Intervistiamo Vittorio De Agrò, autore de Essere Melvin
Prima di iniziare con l’intervista a Vittorio De Agrò, vorremmo conoscerla meglio; ci parli di sé…. chi è veramente Vittorio De Agrò.
Buongiorno a Lei e a Vostri Lettori. Chi sono? Questa domanda me la pongo ogni giorno la mattina davanti allo specchio dopo aver cacciato un urlo per l’immagine che viene riflessa. Sono un “giovane vecchio” di 37 anni ed un proprietario terriero. E’ una vita che mi danno etichette, ma so con certezza cosa non sono.
Non sono uno scrittore e per questo chiedo scusa, sperando di non essere citato per danni dal sindacato degli scrittori.

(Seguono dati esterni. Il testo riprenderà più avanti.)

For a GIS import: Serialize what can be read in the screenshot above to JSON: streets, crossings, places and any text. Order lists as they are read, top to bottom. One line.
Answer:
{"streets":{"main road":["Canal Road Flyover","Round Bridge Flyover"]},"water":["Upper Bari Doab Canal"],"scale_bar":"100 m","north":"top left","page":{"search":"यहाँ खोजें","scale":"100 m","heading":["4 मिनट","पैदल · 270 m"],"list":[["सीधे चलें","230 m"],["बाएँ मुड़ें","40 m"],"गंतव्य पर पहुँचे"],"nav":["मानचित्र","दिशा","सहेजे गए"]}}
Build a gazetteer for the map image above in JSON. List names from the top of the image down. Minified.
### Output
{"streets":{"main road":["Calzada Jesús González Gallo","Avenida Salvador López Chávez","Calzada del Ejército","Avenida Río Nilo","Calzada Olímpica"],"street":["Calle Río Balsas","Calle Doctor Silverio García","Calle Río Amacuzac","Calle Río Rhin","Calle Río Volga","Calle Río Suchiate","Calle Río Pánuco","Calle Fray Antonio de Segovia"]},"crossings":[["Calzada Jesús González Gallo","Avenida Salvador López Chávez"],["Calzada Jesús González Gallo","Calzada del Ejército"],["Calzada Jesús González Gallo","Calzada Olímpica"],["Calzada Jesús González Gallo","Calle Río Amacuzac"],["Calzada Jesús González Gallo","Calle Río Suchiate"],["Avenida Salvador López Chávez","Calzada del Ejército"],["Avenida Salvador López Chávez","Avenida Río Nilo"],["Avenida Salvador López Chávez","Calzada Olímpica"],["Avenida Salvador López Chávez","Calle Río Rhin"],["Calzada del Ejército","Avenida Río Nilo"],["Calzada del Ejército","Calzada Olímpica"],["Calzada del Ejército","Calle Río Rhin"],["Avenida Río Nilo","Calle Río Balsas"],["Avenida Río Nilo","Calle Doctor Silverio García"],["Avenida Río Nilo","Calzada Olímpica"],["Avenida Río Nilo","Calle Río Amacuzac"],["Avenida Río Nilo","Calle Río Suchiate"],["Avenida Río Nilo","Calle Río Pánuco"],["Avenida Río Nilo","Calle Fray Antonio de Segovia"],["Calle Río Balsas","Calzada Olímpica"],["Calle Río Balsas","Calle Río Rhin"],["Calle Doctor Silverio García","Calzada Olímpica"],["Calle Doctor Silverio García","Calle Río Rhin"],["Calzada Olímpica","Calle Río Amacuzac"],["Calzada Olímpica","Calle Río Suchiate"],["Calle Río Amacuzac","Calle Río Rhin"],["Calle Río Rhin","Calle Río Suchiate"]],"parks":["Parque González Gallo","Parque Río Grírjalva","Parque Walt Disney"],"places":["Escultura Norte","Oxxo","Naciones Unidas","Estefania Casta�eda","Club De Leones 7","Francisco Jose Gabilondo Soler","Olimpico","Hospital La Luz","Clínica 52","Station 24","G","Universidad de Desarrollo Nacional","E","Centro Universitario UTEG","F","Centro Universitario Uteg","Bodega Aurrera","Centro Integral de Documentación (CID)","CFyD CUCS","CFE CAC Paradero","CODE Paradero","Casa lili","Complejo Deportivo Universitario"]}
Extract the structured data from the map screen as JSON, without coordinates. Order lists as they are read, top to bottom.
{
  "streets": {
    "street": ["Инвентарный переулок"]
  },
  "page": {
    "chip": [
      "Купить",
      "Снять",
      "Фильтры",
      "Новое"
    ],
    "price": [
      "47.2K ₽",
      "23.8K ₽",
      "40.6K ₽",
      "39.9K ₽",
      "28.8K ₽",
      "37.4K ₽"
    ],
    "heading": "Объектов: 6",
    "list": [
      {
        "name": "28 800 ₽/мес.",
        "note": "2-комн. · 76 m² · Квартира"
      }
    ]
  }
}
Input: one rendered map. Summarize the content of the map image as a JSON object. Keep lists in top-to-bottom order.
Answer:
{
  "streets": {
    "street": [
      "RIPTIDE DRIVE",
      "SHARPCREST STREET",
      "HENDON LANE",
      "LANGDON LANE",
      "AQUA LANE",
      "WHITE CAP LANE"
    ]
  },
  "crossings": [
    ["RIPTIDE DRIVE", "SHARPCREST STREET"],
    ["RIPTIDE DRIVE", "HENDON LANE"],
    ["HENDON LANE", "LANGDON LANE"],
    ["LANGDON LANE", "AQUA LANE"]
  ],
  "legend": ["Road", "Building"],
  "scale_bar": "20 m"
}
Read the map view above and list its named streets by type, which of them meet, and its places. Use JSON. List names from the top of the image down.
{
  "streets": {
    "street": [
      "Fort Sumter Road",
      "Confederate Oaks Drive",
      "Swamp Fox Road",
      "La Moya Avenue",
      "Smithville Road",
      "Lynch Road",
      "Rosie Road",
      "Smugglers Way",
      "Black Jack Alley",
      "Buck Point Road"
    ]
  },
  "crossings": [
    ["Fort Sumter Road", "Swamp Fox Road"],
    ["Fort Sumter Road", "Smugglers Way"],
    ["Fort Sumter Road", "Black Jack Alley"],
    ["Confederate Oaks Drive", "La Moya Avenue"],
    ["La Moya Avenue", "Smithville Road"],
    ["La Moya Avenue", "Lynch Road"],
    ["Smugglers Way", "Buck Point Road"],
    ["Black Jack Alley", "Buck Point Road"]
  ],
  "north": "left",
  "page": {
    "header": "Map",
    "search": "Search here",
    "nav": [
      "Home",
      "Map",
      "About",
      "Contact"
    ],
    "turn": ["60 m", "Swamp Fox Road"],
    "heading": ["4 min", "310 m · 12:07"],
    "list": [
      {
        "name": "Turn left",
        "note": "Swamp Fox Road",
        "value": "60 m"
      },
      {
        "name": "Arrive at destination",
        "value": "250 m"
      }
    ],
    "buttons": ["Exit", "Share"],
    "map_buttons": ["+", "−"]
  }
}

In fondo, il romanzo parla di lei: quante sofferenze le ha causato doversi mettere a nudo, in questa maniera così decisa?
Ho scritto Essere Melvin su consiglio del mio psichiatra, lo Splendente, per liberarmi dai “i file” e distruggerli. Scrivere per me è terapeutico. Scrivo tutti i giorni sul mio blog, ilritornodimelvin.wordpress.com, delle mie passioni e della mia vita. Quando a Gennaio 2013 decisi di aprire il blog e di condividere la mia storia con “il mondo” ero un po’ spaventato, temevo per lo più indifferenza, ma ho fin da subito ricevuto affetto e attenzione anche dagli sconosciuti. Si dice che la sofferenza ha anche una funzione catartica.
Ho provato cosa significa sentirsi “morto dentro”, non provare nulla, essere uno “zombie” tra i vivi. Scrivere mi ha permesso di “tornare a vivere”. La sofferenza l’ho provata per tre anni, nonostante il percorso terapeutico, dopo che la mia vita è implosa nell’estate del 2009. Raccontare di me è stato solo liberatorio e soprattutto curativo.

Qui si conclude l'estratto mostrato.